» What this task involves
Look through the data below. Collect every line where the word "sans" occurs.

□ □ □

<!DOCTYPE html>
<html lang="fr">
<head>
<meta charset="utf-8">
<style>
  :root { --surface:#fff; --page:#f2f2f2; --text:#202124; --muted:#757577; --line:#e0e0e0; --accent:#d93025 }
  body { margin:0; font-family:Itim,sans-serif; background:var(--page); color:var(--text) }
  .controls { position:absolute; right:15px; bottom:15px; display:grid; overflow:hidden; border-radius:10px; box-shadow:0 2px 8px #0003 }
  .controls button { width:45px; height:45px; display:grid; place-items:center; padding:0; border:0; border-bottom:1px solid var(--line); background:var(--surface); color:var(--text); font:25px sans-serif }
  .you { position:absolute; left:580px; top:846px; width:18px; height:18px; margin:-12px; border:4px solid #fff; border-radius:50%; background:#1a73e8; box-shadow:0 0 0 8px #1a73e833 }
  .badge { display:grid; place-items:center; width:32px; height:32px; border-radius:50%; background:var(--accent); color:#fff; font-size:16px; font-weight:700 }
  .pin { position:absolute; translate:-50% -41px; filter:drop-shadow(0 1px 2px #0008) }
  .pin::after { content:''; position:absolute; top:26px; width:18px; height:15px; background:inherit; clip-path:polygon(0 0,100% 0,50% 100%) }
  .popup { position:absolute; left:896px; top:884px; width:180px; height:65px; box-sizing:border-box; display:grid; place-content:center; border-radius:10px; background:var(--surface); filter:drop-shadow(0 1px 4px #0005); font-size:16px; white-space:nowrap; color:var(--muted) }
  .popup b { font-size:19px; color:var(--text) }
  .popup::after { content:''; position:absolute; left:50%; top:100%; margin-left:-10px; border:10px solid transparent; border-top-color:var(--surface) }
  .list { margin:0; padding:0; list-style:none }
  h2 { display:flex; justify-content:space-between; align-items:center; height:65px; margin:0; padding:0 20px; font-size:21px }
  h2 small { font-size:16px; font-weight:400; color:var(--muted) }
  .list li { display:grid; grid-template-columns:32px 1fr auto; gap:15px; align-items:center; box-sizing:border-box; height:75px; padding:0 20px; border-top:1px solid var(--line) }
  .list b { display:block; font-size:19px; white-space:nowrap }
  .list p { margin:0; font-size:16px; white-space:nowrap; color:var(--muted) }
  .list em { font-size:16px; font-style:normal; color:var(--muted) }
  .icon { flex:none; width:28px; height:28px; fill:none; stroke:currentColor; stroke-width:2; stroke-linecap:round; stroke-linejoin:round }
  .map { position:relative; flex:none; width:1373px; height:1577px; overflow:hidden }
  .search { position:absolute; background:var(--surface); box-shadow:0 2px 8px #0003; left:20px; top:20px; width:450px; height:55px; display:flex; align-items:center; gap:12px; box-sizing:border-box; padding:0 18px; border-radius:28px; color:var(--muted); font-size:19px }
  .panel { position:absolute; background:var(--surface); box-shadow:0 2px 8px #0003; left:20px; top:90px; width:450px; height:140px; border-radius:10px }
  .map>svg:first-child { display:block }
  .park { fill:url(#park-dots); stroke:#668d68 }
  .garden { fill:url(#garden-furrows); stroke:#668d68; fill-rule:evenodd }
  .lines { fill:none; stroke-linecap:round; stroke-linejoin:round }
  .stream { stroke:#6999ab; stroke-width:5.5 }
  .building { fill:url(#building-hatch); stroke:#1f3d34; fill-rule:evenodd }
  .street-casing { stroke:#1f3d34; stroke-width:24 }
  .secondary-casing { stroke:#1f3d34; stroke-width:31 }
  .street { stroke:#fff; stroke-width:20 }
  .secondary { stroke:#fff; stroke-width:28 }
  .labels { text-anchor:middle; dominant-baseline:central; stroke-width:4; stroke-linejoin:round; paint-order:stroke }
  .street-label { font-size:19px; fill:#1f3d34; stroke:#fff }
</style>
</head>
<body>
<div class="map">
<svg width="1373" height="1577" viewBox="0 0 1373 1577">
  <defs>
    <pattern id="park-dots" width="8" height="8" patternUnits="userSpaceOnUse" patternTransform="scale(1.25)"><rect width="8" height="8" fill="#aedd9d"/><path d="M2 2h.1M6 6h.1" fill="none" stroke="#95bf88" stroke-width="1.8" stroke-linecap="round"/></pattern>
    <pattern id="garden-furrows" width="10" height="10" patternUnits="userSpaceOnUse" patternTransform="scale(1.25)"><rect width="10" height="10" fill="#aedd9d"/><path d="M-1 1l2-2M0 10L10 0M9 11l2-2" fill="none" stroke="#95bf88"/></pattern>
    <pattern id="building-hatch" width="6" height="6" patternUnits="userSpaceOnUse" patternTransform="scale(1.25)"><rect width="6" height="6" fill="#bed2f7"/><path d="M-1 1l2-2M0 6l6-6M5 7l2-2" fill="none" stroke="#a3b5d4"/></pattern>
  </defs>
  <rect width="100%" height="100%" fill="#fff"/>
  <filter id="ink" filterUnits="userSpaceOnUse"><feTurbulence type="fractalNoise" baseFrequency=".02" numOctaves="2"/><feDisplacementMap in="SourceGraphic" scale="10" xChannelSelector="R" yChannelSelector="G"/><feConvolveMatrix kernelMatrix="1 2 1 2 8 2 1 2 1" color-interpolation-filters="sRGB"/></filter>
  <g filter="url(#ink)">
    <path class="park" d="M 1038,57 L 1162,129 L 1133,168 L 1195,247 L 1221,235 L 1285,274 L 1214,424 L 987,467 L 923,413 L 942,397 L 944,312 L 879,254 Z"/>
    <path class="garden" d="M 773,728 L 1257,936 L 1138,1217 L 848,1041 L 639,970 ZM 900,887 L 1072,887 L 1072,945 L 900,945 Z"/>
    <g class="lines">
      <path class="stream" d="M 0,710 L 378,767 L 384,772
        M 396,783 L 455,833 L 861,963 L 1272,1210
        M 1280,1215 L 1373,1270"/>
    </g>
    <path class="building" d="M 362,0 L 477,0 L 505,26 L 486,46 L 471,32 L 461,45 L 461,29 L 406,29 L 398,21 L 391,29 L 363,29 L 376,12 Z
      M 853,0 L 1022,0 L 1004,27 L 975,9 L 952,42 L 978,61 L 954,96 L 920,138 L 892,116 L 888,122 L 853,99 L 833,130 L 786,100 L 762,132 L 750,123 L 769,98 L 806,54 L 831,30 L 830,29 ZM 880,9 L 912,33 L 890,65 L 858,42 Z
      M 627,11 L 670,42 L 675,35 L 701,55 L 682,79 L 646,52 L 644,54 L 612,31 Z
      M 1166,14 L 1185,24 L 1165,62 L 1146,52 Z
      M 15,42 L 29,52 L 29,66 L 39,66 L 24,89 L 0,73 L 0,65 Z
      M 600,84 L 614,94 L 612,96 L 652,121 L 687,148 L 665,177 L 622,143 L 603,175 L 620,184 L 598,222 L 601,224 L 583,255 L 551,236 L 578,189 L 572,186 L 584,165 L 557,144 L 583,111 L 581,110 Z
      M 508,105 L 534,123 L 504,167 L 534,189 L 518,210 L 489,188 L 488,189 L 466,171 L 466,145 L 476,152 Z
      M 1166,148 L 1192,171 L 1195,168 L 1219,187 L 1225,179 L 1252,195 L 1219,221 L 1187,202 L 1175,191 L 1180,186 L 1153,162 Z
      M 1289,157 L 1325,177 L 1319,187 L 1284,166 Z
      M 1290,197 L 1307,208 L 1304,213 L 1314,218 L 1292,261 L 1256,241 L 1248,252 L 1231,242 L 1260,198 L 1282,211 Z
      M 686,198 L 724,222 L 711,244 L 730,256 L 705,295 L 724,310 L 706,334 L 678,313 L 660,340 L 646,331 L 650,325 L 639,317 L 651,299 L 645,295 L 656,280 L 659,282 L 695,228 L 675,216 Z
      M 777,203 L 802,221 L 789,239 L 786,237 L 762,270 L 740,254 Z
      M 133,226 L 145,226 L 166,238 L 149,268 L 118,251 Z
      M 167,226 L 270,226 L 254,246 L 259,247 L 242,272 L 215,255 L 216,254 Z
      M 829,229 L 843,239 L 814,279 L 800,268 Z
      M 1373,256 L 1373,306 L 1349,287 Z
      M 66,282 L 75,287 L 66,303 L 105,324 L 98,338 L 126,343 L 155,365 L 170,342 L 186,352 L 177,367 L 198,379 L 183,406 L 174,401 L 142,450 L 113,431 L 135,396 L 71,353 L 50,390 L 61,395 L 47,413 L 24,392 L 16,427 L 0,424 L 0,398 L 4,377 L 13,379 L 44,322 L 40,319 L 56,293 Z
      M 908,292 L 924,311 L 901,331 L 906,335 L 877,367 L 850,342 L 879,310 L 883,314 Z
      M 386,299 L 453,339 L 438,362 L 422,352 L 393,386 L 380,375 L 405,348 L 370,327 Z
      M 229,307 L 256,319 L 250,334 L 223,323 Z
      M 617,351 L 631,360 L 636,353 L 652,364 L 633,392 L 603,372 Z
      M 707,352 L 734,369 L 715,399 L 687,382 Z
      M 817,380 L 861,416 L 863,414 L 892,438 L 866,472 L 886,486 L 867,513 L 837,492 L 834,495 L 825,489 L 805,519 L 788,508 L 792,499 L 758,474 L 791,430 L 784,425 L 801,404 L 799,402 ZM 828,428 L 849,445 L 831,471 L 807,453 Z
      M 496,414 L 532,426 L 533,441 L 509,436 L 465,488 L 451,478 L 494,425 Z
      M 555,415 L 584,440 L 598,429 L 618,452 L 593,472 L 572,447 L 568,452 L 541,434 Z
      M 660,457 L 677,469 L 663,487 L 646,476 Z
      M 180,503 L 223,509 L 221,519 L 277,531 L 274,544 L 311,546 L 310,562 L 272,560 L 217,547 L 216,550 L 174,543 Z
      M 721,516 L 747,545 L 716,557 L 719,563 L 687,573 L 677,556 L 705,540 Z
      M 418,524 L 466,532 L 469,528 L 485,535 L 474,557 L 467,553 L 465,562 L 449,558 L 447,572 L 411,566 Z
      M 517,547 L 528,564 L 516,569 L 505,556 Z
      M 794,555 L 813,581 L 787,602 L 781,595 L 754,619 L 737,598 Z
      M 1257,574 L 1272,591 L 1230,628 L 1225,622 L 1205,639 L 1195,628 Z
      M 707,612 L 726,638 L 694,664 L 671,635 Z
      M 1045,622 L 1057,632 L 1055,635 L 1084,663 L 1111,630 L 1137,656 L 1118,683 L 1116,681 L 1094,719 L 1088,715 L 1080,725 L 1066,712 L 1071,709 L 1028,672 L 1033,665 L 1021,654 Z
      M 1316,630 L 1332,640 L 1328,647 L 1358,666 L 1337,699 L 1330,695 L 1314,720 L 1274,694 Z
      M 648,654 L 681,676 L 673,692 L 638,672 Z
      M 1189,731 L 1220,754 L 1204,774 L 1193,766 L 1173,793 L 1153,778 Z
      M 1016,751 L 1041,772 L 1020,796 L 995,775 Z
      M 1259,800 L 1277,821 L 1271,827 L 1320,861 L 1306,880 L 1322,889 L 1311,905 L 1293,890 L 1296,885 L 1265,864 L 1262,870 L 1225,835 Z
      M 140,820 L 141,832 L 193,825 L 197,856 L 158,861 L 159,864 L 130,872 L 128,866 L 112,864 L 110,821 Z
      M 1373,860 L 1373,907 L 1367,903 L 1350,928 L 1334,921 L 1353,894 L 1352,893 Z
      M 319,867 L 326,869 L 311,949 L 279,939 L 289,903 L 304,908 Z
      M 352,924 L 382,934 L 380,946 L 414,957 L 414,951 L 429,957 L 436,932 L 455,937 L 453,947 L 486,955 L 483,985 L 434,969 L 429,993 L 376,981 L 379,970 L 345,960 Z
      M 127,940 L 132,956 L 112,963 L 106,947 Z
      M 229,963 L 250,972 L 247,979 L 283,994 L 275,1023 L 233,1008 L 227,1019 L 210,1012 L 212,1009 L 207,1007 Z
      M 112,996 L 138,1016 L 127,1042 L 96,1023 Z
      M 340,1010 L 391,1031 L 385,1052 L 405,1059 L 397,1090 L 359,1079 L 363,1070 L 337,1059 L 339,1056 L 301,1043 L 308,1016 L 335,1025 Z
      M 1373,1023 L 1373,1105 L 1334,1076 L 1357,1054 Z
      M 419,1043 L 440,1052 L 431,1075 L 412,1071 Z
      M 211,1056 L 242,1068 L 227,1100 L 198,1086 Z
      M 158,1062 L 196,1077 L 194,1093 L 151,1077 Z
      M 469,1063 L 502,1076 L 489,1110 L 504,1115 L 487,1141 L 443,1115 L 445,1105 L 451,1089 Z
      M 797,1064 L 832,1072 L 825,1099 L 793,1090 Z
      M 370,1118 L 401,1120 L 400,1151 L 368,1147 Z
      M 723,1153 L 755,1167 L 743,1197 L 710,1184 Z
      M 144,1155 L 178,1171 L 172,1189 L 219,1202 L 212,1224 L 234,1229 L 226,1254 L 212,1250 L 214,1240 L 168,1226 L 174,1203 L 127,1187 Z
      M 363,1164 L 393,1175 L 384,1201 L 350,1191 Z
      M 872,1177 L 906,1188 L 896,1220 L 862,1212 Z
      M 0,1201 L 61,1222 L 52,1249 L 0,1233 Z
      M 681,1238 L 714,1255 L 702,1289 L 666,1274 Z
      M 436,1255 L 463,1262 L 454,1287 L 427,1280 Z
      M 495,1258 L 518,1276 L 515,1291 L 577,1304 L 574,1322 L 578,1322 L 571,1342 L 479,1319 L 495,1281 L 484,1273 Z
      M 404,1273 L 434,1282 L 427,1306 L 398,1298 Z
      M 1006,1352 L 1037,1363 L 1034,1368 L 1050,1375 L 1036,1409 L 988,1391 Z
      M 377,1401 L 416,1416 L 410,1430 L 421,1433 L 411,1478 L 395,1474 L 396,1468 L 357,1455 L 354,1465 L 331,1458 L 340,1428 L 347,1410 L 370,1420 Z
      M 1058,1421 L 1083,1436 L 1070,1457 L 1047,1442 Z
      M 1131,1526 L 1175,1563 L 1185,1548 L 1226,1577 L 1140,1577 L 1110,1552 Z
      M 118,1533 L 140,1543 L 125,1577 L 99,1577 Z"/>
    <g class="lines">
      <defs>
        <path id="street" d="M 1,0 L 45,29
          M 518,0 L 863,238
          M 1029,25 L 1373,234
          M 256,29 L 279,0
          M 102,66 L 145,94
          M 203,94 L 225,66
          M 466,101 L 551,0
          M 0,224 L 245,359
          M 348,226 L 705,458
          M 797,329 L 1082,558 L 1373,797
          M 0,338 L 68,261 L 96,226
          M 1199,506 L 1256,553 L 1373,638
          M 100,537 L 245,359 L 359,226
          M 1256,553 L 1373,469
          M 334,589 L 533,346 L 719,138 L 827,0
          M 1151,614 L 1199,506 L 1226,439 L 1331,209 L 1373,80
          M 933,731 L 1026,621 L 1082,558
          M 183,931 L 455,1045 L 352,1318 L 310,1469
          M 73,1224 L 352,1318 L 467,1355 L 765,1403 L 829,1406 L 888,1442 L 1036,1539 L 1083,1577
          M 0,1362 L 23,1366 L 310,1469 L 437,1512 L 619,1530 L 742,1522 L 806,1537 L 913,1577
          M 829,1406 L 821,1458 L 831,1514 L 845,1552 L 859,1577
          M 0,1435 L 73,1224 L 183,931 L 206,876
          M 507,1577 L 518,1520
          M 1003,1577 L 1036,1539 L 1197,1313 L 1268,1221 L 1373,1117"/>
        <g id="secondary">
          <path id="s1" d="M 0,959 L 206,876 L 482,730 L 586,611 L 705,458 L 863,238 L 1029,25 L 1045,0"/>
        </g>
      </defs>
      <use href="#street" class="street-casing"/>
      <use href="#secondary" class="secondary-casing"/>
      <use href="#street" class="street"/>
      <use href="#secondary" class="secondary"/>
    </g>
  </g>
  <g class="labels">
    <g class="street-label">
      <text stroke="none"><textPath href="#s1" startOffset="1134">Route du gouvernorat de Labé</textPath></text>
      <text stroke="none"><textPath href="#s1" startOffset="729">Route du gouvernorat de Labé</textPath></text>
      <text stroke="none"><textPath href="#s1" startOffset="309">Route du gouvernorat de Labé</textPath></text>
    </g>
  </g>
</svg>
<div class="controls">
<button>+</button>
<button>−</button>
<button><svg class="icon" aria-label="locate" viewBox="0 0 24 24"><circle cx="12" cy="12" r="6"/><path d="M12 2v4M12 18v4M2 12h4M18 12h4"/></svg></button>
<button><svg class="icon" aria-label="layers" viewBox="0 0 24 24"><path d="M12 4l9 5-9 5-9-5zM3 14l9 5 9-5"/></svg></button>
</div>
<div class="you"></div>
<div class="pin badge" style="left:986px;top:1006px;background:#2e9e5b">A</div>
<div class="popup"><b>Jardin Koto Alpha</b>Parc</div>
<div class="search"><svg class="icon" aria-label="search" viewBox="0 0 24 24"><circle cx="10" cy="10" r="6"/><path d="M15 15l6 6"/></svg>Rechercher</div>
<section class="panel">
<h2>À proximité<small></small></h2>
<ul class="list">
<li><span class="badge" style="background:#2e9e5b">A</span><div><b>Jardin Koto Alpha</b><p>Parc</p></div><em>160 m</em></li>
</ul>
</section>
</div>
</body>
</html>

□ □ □

» Answer to this task
  body { margin:0; font-family:Itim,sans-serif; background:var(--page); color:var(--text) }
  .controls button { width:45px; height:45px; display:grid; place-items:center; padding:0; border:0; border-bottom:1px solid var(--line); background:var(--surface); color:var(--text); font:25px sans-serif }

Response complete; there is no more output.